Nombrar lo político desde el cuerpo: reflexiones en torno a la obra de Mónica Mayer

“lo personal es político”, Kate Millet.

 

Todas las experiencias sensualistas exigen ser nombradas desde el cuerpo y la vida íntima. Como la petit mort, la experiencia estética exige involucrarnos de manera personal, es un ejercicio que, al igual que el nacimiento, emerge desde las entrañas para ver la luz. Debo de ser franca, en el caso del arte contemporáneo, no todas las piezas y artistas funcionan para lograr una correspondencia con nuestro cuerpo y nuestra biografía, o no de manera homogénea, pues cada espectador y su experiencia esperan y juzgan de manera distinta. La anterior aseveración poco tiene que ver con esa falsa y baladí idea de que el arte de nuestro tiempo no dice nada, no supone ninguna disciplina y no está hecho para cambiar nuestras ideas, sino en sí para conmovernos —como si el arte tuviera la primicia de tener alguna utilidad— tiene que ver únicamente con las piezas y artistas a los que dejamos entrar, quiénes nos colman hasta la lubricidad y se encarnan en nuestra percepción. Y entre estos artistas está el trabajo de la artista visual Mónica Mayer.

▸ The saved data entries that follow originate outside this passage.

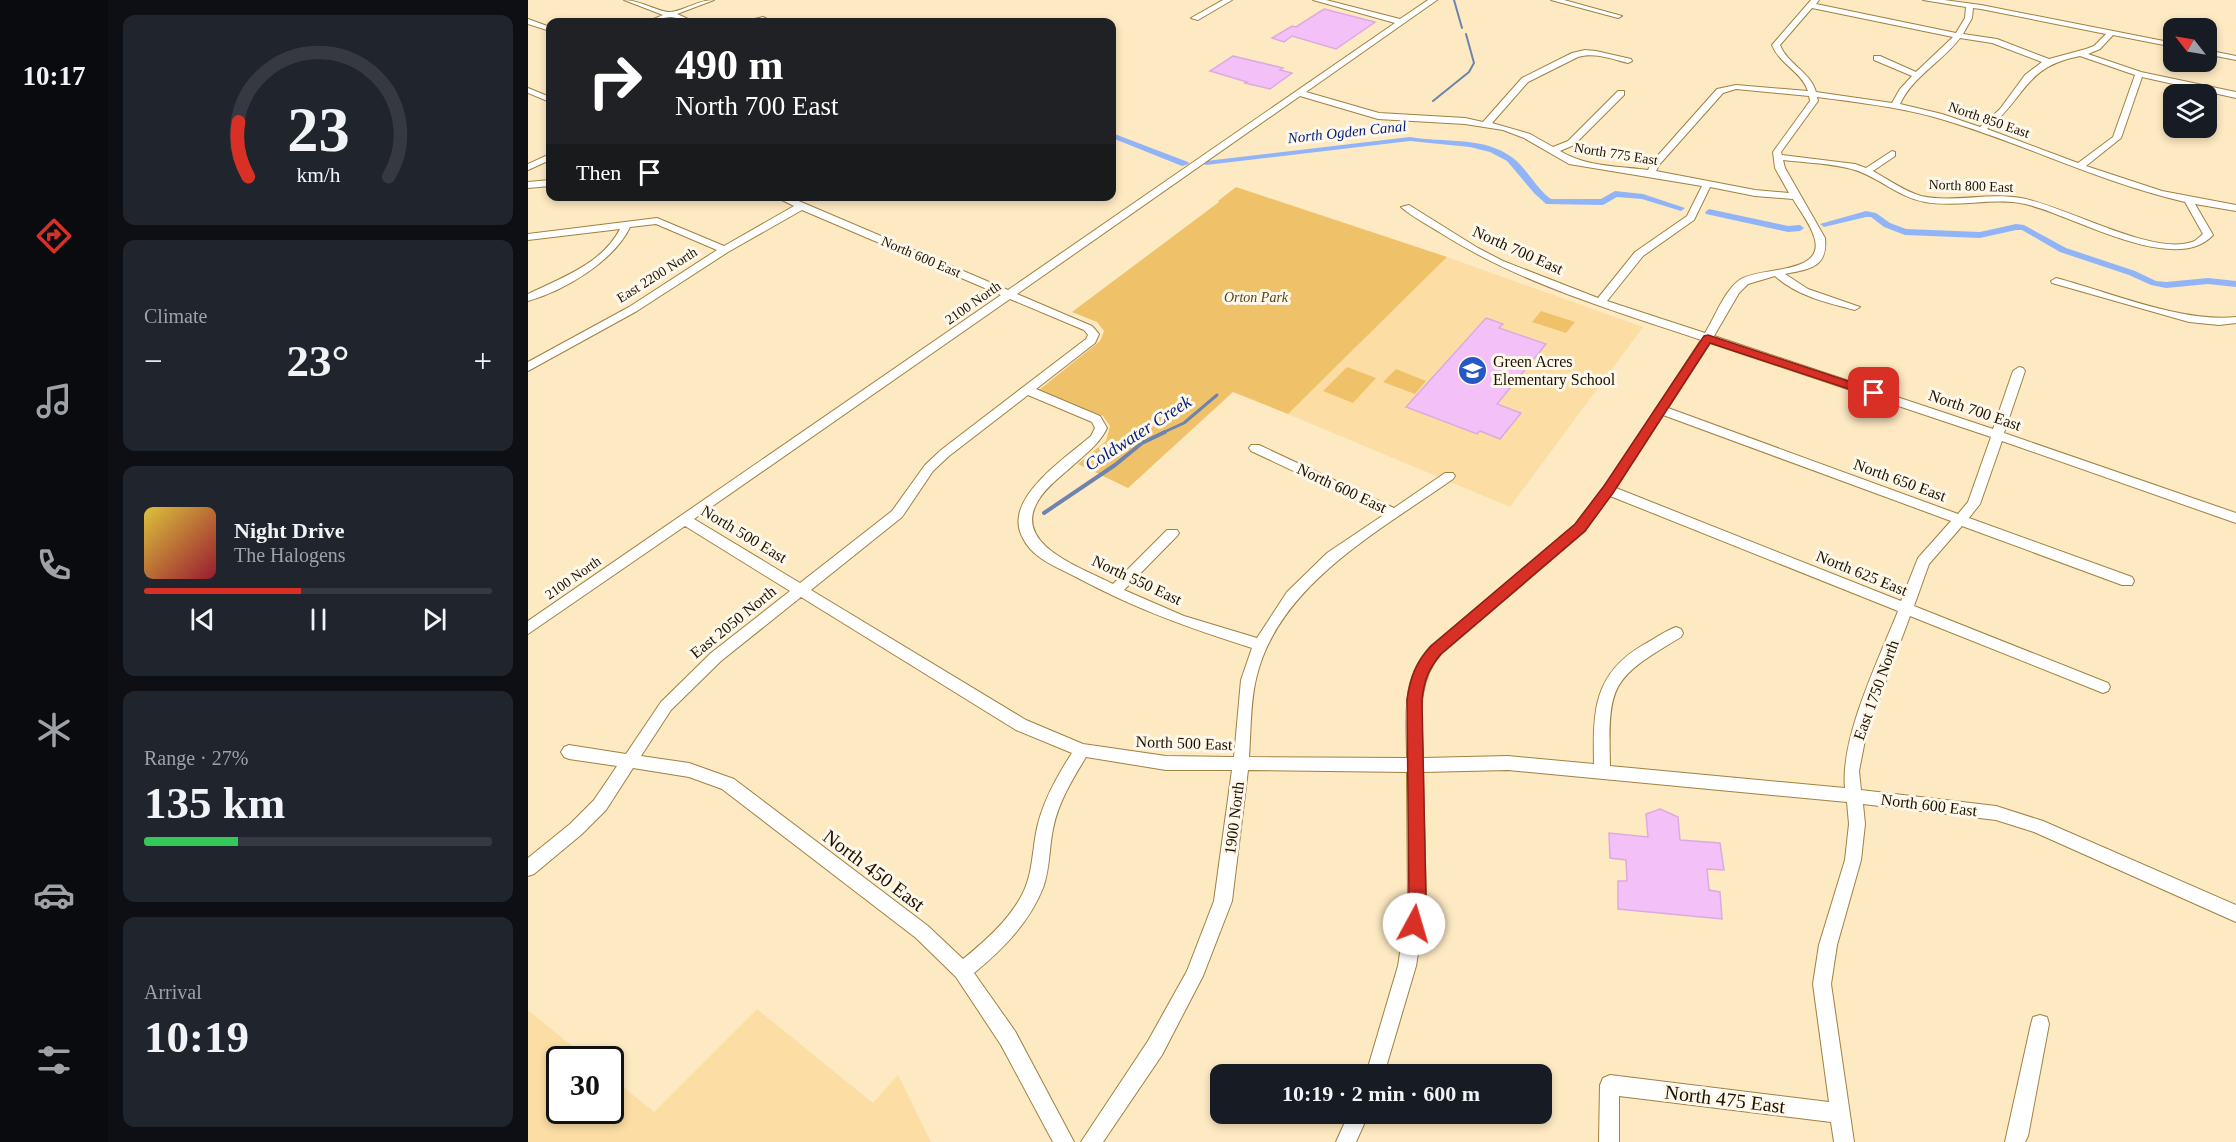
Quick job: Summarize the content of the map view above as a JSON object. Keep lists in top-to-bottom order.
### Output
{
  "streets": {
    "street": [
      "North 850 East",
      "North 775 East",
      "North 800 East",
      "North 700 East",
      "North 600 East",
      "East 2200 North",
      "2100 North",
      "North 650 East",
      "North 500 East",
      "North 625 East",
      "North 550 East",
      "East 2050 North",
      "East 1750 North",
      "1900 North",
      "North 450 East",
      "North 475 East"
    ]
  },
  "crossings": [
    ["North 850 East", "North 775 East"],
    ["North 850 East", "North 800 East"],
    ["North 775 East", "2100 North"],
    ["North 700 East", "East 1750 North"],
    ["North 600 East", "East 2200 North"],
    ["North 600 East", "2100 North"],
    ["North 600 East", "North 500 East"],
    ["North 600 East", "East 2050 North"],
    ["North 600 East", "East 1750 North"],
    ["North 600 East", "1900 North"],
    ["2100 North", "North 500 East"],
    ["North 650 East", "East 1750 North"],
    ["North 500 East", "East 2050 North"],
    ["North 500 East", "1900 North"],
    ["North 625 East", "East 1750 North"],
    ["North 550 East", "East 2050 North"],
    ["North 550 East", "1900 North"],
    ["East 2050 North", "North 450 East"],
    ["East 1750 North", "North 475 East"]
  ],
  "water": ["North Ogden Canal", "Coldwater Creek"],
  "parks": ["Orton Park"],
  "places": {
    "school or university": ["Green Acres Elementary School"]
  },
  "north": "top left",
  "page": {
    "tabs": "10:17",
    "turn": ["490 m", "North 700 East"],
    "then": "Then",
    "tile": [
      "Climate",
      ["Range · 27%", "135 km"],
      ["Arrival", "10:19"]
    ],
    "heat": ["−", "23°", "+"],
    "song": ["Night Drive", "The Halogens"],
    "limit": "30",
    "trip": "10:19 · 2 min · 600 m",
    "gauge": ["23", "km/h"]
  }
}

A lo largo de su carrera, Mónica Mayer (Ciudad de México, 1954) no solamente ha comprendido la importancia de nombrar aquellas zonas oscuras situadas dentro del quehacer artístico, sino de reflexionar y crear un vínculo fuerte y vital con aquellas áreas que se generan desde el interior de la experiencia cotidiana de cualquier persona. En su práctica revela aquellas depresiones, grietas y particularidades del cuerpo, el eterno elemento sobre el que desarrolla su estética. Sus piezas, —mayoritariamente performativas— elaboran una erótica de lo político:  incorporan a la experiencia el sensualismo in strictu sensu, pues provoca la lubricidad necesaria para abrir la percepción de los participantes hacia aquellos espacios y prácticas donde aún se cree que lo político no tiene lugar, tales como el sexo, la maternidad, las relaciones afectivas, la vejez o el duelo, por nombrar algunos. Dentro de cada intervención, una y otra vez resignifica el lugar de lo político, que como lo develan sus piezas, se encuentra en todos los rincones del cuerpo social.

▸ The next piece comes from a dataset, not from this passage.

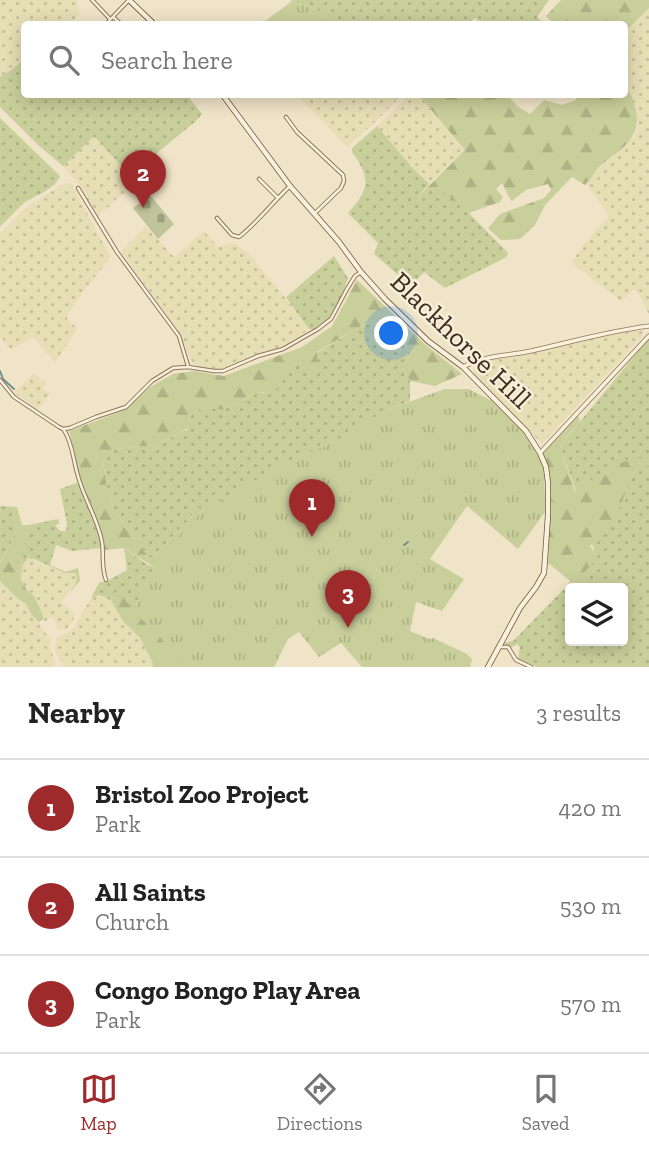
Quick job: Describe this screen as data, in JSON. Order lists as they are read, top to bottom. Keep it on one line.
{"streets":{"main road":["Blackhorse Hill"]},"page":{"search":"Search here","pins":["2","1","3"],"heading":["Nearby","3 results"],"list":[{"mark":"1","name":"Bristol Zoo Project","note":"Park","value":"420 m"},{"mark":"2","name":"All Saints","note":"Church","value":"530 m"},{"mark":"3","name":"Congo Bongo Play Area","note":"Park","value":"570 m"}],"nav":["Map","Directions","Saved"]}}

Desde sus inicios, en la Escuela Nacional de Artes Plásticas de la UNAM, no sólo se planteó la búsqueda de nuevas formas para integrar al otro al centro del debate propuesto, sino además producir lenguajes que fueran capaces de visibilizar las distintas formas de injusticia y violencia que se generan en torno a las mujeres. Esta lucha ha sido una constante en el trabajo que data desde la mitad de la década de los setenta. Fuera de ser propuestas panfletarias que giran en torno a demandas políticas sintéticas, Mayer logró trasladar a su discurso de manera íntegra la idea que Kate Millet planteó en su libro de 1969 Sexual politics “lo personal es político”. En aquel momento —que sigue siendo el nuestro— las ideas de Millet funcionaron como cabeza para plantear la base del movimiento feminista radical en Estados Unidos a finales de la década de los sesenta. En él estipuló que la condición de las relaciones en el ámbito de lo privado y su efecto e inserción en el ámbito público, político sin más, tiene vinculaciones directas entre la diferencia sexual y las relaciones de poder que esta plantea; admite que las relaciones establecidas desde el ámbito familiar contienen un nivel político, pues al ser reproducidas mantienen el dominio del patriarcado en absolutamente todas las esferas que sostienen el constructo social. De ahí que utilicé el concepto de política para definir estas relaciones, pues la construcción y reproducción de las prácticas generadas desde el ámbito familiar —como la marcada diferencia de los sexos, la división del trabajo de acuerdo a esta diferencia, así como el control económico— conforman una cultura que legitima socialmente el sistema de opresión patriarcal y que deviene control político, no solamente en el espacio público, sino también en el privado. La propuesta de visibilizar los problemas que surgen desde la vida cotidiana de las mujeres tiene una profunda resonancia dentro del trabajo de Mónica, quien no sólo es precursora de la performance en México, sino también del arte feminista en América Latina.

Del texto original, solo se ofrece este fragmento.